## TASK ITEM:
An exact copy of all the data is the required output.
_ _ _ _
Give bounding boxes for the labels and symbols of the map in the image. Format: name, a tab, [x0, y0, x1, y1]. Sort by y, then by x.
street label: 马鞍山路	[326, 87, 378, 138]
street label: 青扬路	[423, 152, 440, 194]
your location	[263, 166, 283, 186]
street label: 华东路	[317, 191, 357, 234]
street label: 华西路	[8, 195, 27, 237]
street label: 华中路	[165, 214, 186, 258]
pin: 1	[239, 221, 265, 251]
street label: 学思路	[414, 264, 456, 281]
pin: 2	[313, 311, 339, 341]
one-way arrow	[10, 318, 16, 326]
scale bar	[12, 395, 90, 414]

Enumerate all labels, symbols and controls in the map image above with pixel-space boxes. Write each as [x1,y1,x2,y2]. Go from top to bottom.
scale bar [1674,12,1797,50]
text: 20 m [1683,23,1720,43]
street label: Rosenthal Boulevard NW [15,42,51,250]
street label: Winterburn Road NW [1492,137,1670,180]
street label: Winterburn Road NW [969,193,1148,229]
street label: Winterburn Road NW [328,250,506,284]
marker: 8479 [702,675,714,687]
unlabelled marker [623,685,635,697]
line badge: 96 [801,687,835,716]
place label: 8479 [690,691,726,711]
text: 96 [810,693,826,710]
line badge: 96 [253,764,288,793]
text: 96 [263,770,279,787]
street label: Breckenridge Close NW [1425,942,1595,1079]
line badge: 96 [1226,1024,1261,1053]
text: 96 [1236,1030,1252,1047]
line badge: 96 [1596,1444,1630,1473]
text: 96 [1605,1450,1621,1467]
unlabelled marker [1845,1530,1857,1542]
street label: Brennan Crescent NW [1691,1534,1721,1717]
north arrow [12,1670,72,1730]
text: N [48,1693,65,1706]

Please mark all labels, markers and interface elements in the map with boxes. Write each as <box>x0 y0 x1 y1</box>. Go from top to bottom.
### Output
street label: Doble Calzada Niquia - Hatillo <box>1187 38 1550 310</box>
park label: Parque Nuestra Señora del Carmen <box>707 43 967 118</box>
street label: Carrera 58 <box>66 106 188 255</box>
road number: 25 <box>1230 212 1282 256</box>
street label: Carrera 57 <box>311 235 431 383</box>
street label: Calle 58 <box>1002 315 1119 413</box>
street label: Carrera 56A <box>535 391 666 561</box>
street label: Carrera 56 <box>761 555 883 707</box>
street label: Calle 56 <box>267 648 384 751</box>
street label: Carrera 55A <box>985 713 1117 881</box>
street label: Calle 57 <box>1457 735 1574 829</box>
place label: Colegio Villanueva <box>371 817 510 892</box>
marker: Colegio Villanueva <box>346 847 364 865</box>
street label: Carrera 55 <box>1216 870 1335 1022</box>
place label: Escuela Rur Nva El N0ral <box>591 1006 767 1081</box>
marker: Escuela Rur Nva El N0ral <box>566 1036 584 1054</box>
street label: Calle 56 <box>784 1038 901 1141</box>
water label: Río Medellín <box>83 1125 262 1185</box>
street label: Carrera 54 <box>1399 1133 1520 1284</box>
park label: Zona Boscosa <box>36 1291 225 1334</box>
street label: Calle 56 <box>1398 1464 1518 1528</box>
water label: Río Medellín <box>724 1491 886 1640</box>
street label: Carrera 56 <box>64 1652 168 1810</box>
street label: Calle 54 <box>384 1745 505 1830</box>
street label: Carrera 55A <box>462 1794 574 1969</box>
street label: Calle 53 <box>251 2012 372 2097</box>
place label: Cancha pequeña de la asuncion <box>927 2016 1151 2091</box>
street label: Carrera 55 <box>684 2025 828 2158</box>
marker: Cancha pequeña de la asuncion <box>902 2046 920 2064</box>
_ _ _ _
## RESULT:
Give bounding boxes for the labels and symbols of the map in the image. Format: name, a tab, [x0, y0, x1, y1]. Sort by y, then by x.
street label: 马鞍山路	[326, 87, 378, 138]
street label: 青扬路	[423, 152, 440, 194]
your location	[263, 166, 283, 186]
street label: 华东路	[317, 191, 357, 234]
street label: 华西路	[8, 195, 27, 237]
street label: 华中路	[165, 214, 186, 258]
pin: 1	[239, 221, 265, 251]
street label: 学思路	[414, 264, 456, 281]
pin: 2	[313, 311, 339, 341]
one-way arrow	[10, 318, 16, 326]
scale bar	[12, 395, 90, 414]

Enumerate all labels, symbols and controls in the map image above with pixel-space boxes. Write each as [x1,y1,x2,y2]. Go from top to bottom.
scale bar [1674,12,1797,50]
text: 20 m [1683,23,1720,43]
street label: Rosenthal Boulevard NW [15,42,51,250]
street label: Winterburn Road NW [1492,137,1670,180]
street label: Winterburn Road NW [969,193,1148,229]
street label: Winterburn Road NW [328,250,506,284]
marker: 8479 [702,675,714,687]
unlabelled marker [623,685,635,697]
line badge: 96 [801,687,835,716]
place label: 8479 [690,691,726,711]
text: 96 [810,693,826,710]
line badge: 96 [253,764,288,793]
text: 96 [263,770,279,787]
street label: Breckenridge Close NW [1425,942,1595,1079]
line badge: 96 [1226,1024,1261,1053]
text: 96 [1236,1030,1252,1047]
line badge: 96 [1596,1444,1630,1473]
text: 96 [1605,1450,1621,1467]
unlabelled marker [1845,1530,1857,1542]
street label: Brennan Crescent NW [1691,1534,1721,1717]
north arrow [12,1670,72,1730]
text: N [48,1693,65,1706]

Please mark all labels, markers and interface elements in the map with boxes. Write each as <box>x0 y0 x1 y1</box>. Go from top to bottom.
### Output
street label: Doble Calzada Niquia - Hatillo <box>1187 38 1550 310</box>
park label: Parque Nuestra Señora del Carmen <box>707 43 967 118</box>
street label: Carrera 58 <box>66 106 188 255</box>
road number: 25 <box>1230 212 1282 256</box>
street label: Carrera 57 <box>311 235 431 383</box>
street label: Calle 58 <box>1002 315 1119 413</box>
street label: Carrera 56A <box>535 391 666 561</box>
street label: Carrera 56 <box>761 555 883 707</box>
street label: Calle 56 <box>267 648 384 751</box>
street label: Carrera 55A <box>985 713 1117 881</box>
street label: Calle 57 <box>1457 735 1574 829</box>
place label: Colegio Villanueva <box>371 817 510 892</box>
marker: Colegio Villanueva <box>346 847 364 865</box>
street label: Carrera 55 <box>1216 870 1335 1022</box>
place label: Escuela Rur Nva El N0ral <box>591 1006 767 1081</box>
marker: Escuela Rur Nva El N0ral <box>566 1036 584 1054</box>
street label: Calle 56 <box>784 1038 901 1141</box>
water label: Río Medellín <box>83 1125 262 1185</box>
street label: Carrera 54 <box>1399 1133 1520 1284</box>
park label: Zona Boscosa <box>36 1291 225 1334</box>
street label: Calle 56 <box>1398 1464 1518 1528</box>
water label: Río Medellín <box>724 1491 886 1640</box>
street label: Carrera 56 <box>64 1652 168 1810</box>
street label: Calle 54 <box>384 1745 505 1830</box>
street label: Carrera 55A <box>462 1794 574 1969</box>
street label: Calle 53 <box>251 2012 372 2097</box>
place label: Cancha pequeña de la asuncion <box>927 2016 1151 2091</box>
street label: Carrera 55 <box>684 2025 828 2158</box>
marker: Cancha pequeña de la asuncion <box>902 2046 920 2064</box>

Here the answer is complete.